Dwayne Bravo – despite leading Trinbago Knight Riders to another Caribbean Premier League title recently – looks unlikely to be selected for the T20 squad to India as well, after he was not one of the players contacted by CWI about getting an India visa in the event he was chosen.
This information was confirmed to Newsday by CWI CEO Johnny Grave in response to speculation about the composition of the touring ODI and T20 teams.
Grave said chairman of selectors Courtney Browne was unavailable to comment because he is in India.
“Through the cricket operations department, the selectors have gone to 25 players to get visas sorted for India,” said Grave.
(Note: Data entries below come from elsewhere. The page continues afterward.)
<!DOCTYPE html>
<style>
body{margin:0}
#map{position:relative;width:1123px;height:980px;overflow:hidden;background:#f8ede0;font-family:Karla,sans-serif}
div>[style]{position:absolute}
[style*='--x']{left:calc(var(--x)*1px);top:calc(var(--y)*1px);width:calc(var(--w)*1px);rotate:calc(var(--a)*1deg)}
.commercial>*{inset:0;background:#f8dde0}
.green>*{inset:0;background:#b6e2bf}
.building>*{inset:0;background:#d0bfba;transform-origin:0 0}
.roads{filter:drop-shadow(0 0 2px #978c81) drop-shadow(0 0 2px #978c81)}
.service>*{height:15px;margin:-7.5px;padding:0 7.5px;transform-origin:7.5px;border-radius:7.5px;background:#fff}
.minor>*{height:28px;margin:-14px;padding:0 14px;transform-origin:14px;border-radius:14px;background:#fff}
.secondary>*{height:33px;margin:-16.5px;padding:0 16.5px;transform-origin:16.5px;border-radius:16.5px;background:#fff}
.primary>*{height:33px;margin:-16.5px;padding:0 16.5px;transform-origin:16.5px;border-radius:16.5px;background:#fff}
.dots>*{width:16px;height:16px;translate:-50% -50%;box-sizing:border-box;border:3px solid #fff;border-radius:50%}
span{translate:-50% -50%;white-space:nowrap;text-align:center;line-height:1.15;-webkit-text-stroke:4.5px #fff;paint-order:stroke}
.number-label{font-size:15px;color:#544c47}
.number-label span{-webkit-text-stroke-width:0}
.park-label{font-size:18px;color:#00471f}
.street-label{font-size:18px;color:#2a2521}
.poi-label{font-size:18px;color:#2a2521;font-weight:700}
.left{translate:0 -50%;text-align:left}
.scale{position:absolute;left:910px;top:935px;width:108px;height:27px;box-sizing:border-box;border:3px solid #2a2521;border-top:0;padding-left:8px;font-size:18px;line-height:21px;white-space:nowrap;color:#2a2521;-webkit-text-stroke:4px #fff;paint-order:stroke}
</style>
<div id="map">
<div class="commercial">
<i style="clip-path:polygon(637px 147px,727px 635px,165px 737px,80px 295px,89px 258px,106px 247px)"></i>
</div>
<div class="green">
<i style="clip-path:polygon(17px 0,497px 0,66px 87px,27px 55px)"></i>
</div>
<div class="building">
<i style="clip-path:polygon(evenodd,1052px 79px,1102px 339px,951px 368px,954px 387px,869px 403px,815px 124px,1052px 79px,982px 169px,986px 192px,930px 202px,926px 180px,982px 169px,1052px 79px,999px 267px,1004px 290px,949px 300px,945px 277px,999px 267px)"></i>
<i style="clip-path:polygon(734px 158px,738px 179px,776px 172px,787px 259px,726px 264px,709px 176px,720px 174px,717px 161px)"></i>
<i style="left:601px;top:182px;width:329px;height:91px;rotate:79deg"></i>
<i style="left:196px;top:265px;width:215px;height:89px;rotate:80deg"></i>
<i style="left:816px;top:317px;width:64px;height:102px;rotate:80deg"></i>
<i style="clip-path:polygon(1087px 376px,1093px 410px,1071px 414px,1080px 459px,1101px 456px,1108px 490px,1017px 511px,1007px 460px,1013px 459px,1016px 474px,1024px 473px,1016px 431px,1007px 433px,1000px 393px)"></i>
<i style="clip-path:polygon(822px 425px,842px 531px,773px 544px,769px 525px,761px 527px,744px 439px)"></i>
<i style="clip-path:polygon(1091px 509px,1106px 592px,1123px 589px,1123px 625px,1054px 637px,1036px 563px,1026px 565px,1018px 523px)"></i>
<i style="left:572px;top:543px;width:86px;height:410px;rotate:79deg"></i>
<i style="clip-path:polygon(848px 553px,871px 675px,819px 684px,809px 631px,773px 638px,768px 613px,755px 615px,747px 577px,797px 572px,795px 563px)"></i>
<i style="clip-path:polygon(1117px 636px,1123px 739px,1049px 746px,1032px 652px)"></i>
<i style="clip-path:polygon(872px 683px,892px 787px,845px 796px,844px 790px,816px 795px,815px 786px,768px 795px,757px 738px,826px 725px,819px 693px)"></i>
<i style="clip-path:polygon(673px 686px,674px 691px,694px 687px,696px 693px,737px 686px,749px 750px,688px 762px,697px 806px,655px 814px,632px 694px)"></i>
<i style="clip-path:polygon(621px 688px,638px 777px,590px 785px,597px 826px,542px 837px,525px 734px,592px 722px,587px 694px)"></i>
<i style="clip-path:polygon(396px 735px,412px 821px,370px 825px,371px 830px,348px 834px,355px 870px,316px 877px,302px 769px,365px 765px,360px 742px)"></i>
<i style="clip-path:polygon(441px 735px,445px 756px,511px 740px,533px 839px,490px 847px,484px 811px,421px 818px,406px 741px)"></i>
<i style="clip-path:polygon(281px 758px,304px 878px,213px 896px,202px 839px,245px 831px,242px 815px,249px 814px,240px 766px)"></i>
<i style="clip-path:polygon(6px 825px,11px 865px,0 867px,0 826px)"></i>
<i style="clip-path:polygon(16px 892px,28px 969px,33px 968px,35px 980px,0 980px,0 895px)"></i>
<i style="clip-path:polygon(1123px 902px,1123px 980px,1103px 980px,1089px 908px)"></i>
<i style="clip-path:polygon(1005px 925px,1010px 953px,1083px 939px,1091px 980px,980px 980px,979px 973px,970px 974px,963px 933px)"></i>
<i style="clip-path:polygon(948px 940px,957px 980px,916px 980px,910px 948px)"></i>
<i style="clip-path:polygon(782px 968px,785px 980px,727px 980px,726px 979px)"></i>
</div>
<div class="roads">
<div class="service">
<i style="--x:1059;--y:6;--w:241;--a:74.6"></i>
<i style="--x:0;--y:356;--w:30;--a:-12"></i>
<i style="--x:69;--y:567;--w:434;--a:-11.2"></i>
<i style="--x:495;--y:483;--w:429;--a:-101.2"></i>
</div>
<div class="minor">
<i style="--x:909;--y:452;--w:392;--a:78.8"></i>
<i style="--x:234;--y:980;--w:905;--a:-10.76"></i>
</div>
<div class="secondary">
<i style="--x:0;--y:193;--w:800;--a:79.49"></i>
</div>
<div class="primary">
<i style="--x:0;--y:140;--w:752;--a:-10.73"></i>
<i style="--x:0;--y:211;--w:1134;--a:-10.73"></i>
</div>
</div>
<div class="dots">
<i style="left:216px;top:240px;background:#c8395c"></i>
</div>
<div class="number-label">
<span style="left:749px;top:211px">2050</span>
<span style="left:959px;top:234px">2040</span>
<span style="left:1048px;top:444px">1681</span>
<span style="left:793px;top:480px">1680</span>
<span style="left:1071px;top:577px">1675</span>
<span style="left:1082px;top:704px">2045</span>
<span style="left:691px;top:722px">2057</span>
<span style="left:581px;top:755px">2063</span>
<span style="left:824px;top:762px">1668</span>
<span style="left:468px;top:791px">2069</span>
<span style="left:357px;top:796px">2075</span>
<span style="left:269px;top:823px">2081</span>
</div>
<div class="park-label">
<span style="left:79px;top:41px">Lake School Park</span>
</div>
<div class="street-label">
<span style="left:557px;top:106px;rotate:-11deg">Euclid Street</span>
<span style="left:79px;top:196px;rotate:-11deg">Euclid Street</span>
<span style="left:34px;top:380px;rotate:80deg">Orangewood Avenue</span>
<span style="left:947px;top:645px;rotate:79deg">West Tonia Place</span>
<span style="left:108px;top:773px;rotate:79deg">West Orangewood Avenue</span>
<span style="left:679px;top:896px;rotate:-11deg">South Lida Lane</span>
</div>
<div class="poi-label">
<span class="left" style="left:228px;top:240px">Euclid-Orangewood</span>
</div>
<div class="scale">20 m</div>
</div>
“It’s sort of like a white ball squad of players. The selectors haven’t picked the T20 squad yet so, they (are) just getting everyone sorted in case they are selected.”
On July 24, Grave broke the major news to ESPN Cricinfo that he came to agreement with the Bravo brothers (Dwayne and Darren), (Kieron) Pollard and (Sunil) Narine to play in the Super 50 to push for the India tour and future one-day team selection.
The Englishman said he is not disappointed that selectors chose the path of not picking them for the 50 overs portion of the India tour. He also noted the compromised position they were in considering the clash with the Super50.
He further gave assurances to all players that despite not going to India, their potential path to the 2019 50 overs World Cup is not closed.
“The reason the ODI team (was) picked before Super50 (is) because players are flying out of the Caribbean on October 10 to be in India by October 12. There will be a camp in Guwahati before the first ODI game in that city is played.”
“So yes, the (benefit of the) Super50...now – from the selector’s point of view – will be to look a players who aren’t in India and who don’t perform in India to (then) shuffle the pack for Bangladesh (tour).
“I think my job is just to make sure the talent pool for the selectors is as wide as possible and as many players are available in the system for them to pick from.”
He added, “Timing wise with India series, it didn’t work out but, the T20 squad should reflect the best possible pool of players from CPL performances. And then for the Bangladesh ODI series, hopefully we have a group of top performing players in Super 50 plus whoever did well in India to choose from.”
In July, the CEO also told ESPN that CWI had organised with the Bangladesh board to move the Bangladesh Premier League to January so that it wouldn’t clash with the ongoing Super50, to enable all senior players to compete in the current tournament.
He was also asked if there was ever a similar discussion with India to play a reduced series or after the Super 50 competition.
“No because India fly to Australia the day after the last T20, and their schedule for that tour there is set,” explained Grave.
Although he hasn’t seen the squad, Grave commented on rumoured selections such as a debut call-up for Guyanese opener Chanderpaul Hemraj to the 50 overs team, veteran spinner Samuel Badree being dropped from T20s, Khary Pierre getting a T20 look, and the big shocker of Dwayne Bravo’s non-selection for the T20s.
“I haven’t seen teams, but Hemraj did well on (West Indies) A-team tour to England and he has ticked boxes of a young player with potential who has done well at A-team level, so that won’t surprise me.
“Pierre for Badree won’t be surprising also. I thought he was the leading spinner in CPL from a Caribbean perspective.
“Bravo’s issue is that he’s playing in an all-rounder spot with Andre Russell, Pollard, Carlos Brathwaite, Rovman Powell who all did well in CPL, so there is a lot of options for selectors to choose from. But once he performs in Super50, the door remains open for Dwayne.”
Grave denied rumours that the non-selection of certain players in the 50 overs team had a role in Stuart Law deciding to resign as coach.
“No, not at all. Stuart has great support from us, he pretty much has his own management team. He and (Test and ODI captain Jason) Holder are invited guests onto selection panel and he gives his opinion openly on selection issues.
“I don’t think he has ever had an issue with not getting a player he wants in a West Indies team. If anything, in private conversations he has been more keen about investing in the youth, looking ahead to T20 World Cup 2020 and 2023 50 overs cup, but he is also very cognizant that any good cricket team needs a balance with youth and experience.”